TT Dear Mr. Dewey. Thank you so much for your
willingness to participate in this Talk. Theory
Talks is an open-access journal that contributes to International Relations
debates by publishing interviews with cutting-edge theorists. It is not often
that Theory Talks is able to overcome
space-time limitations and conduct a Talk with a departed theorist.
I am sorry—I think I have to interrupt you there…
TT Well, all right?
Yes, yes, the fact of the matter is that I am not a
theorist and refuse to be associated with that label! To purify theory out of
experience as some distinct realm, sirs, is to contribute to a fallacy that I
have dedicated my life to combat! I am afraid that this venture of yours, of
involving me in this Theory Talks, is
stillborn.
TT Dear Professor Dewey—with all due respect, we are
running ahead of matters here a little. The reason why we invited you is exactly
for you to expound your ideas—and reservations—regarding theory, practice, and
international relations. Would you be willing to bracket your concern for a
minute? We promise to get back to it.
Well my dear sirs—it is that you insist on a
dialogue—that restless, participative and dramatic form of inquiry that leads
to so much more insight than books—and that you have travelled from far by
means that utterly fascinate me, so I will give you the benefit of the doubt.
TT Thank you. And let us from the outset emphasize
that by interviewing you for Theory Talks, we don't necessarily want to reduce
your contribution to thought to the practice of theorizing. Isn't it also
correct you have written poetry?
Now I am baffled a second time! I have never publicly
attempted my hand at the noble art of the poetic!
TT It has to be said, Mr. Dewey, that the problem of
what is and isn't public has perhaps shifted a bit since your passing away. That's
something we'd like to discuss, too, but the fact of the matter is that what
you have consistently consigned to the trashcan of your office at Columbia
University has been just as meticulously recovered by 'a janitor with a long
view'.
Oh heavens! You tell me I have been uncovered as a
versifier? What of my terrible scribbling has been uncovered you say?
TT Well, perhaps you recognize the one that starts
like:
I hardly
think I heard you call
Since
betwixt us was the wall
Of sounds
within, buzzings i' the ear
Roarings
i' the vein so closely near…
… 'That I was captured in illusion/Of outward things
said clear…' I well remember—a piece particularly deserving of oblivion. I
wrote that in the privacy of lonely office hours, thinking the world would have
the mercy not to allow a soul to lay its eyes on it!
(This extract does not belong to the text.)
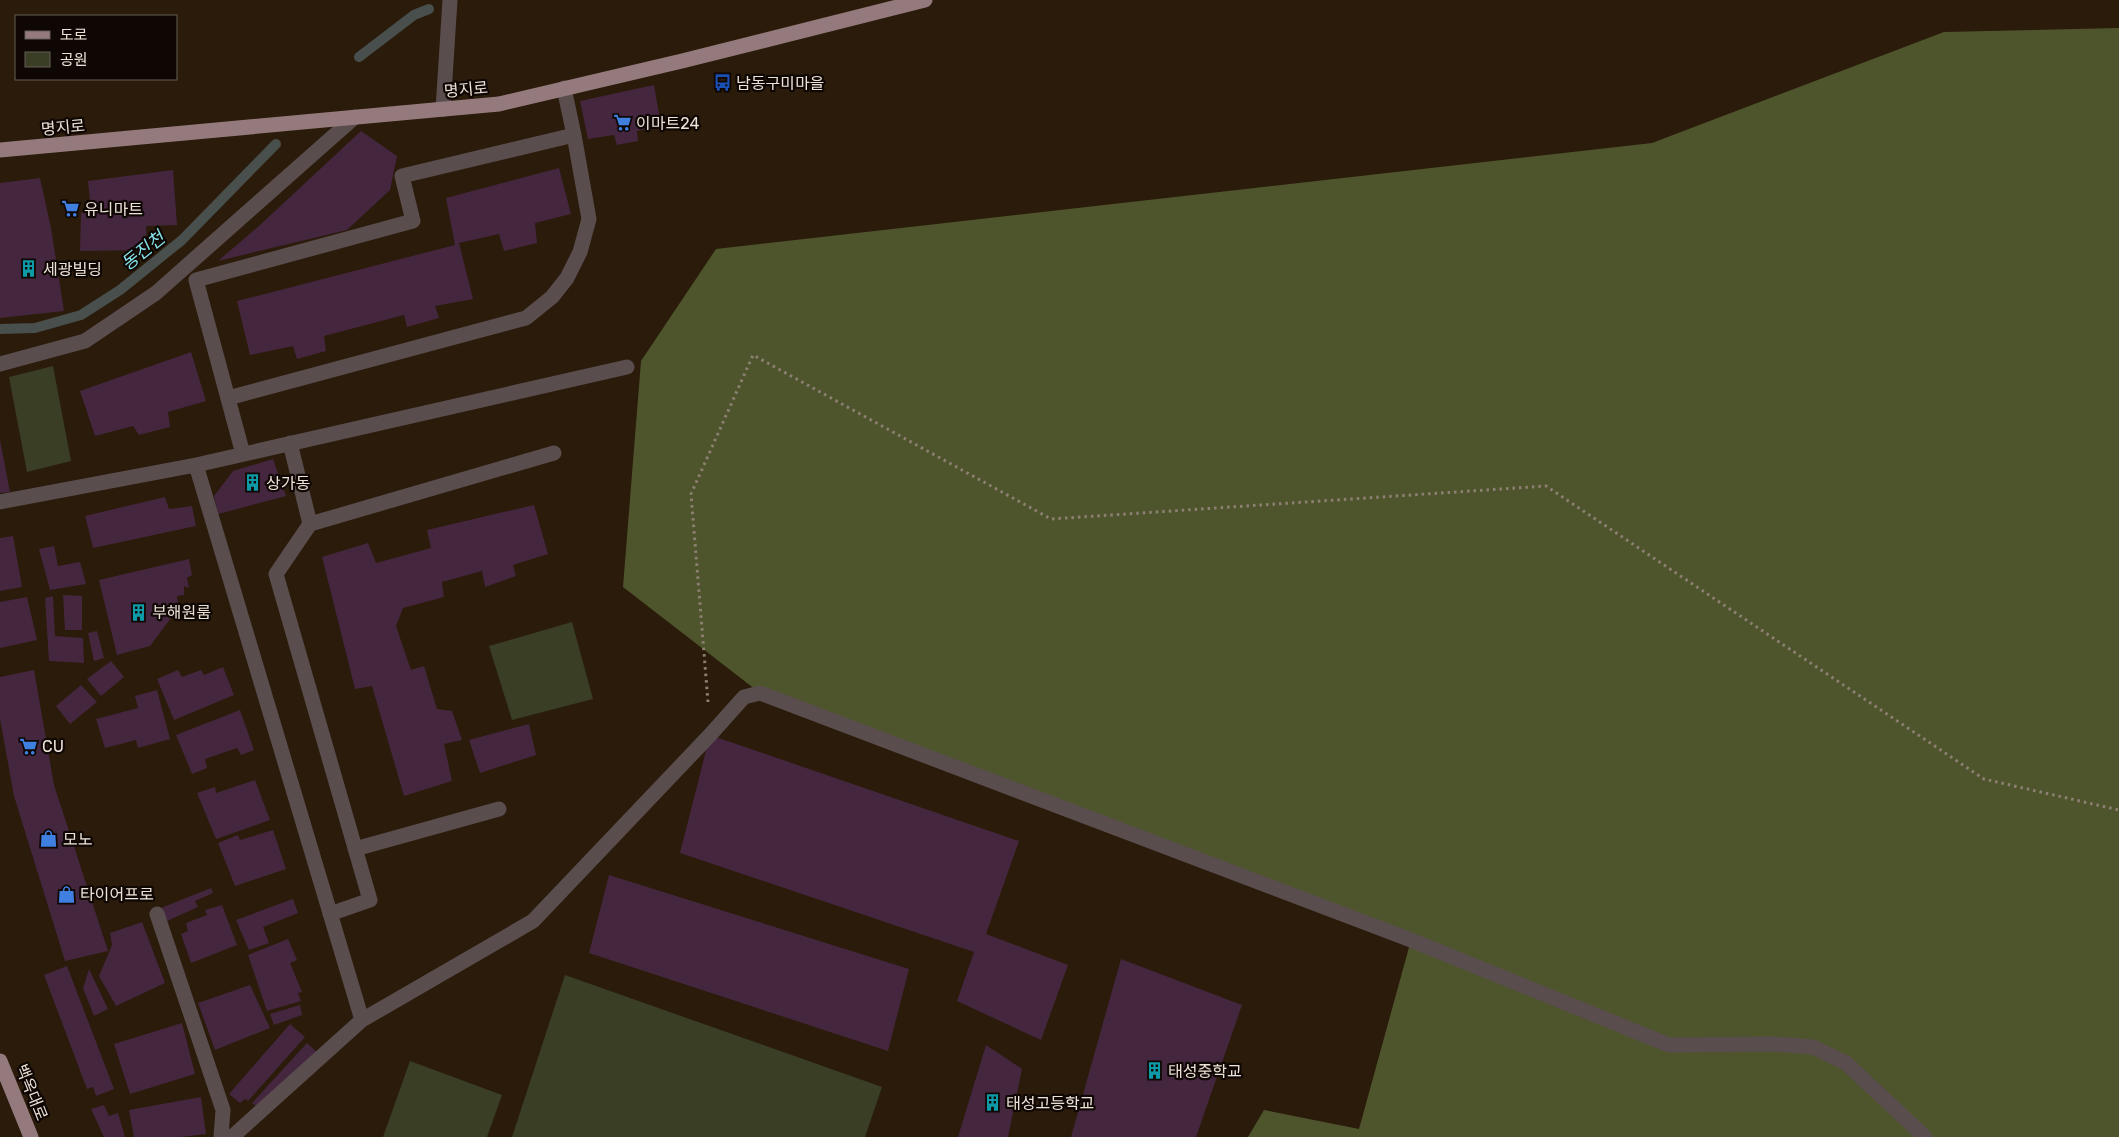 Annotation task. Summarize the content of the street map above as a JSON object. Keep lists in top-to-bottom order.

TT We are sorry to say that besides this one, a total
of 101 poems has been recovered, and published in print—and you know, given
some advances in technology, circulation of text is highly accelerated, meaning
that one could very well say your poetry is part of the public domain.
So there I am, well half a decade after my death,
subject to the indirect effects of advances in technology interacting with the
associations I myself carelessly established between roses, summer days, and
all too promiscuous waste bins! Sirs, in the little time we have conversed, I
see the afterlife hasn't brought me any good. Hades takes on a bleaker shade…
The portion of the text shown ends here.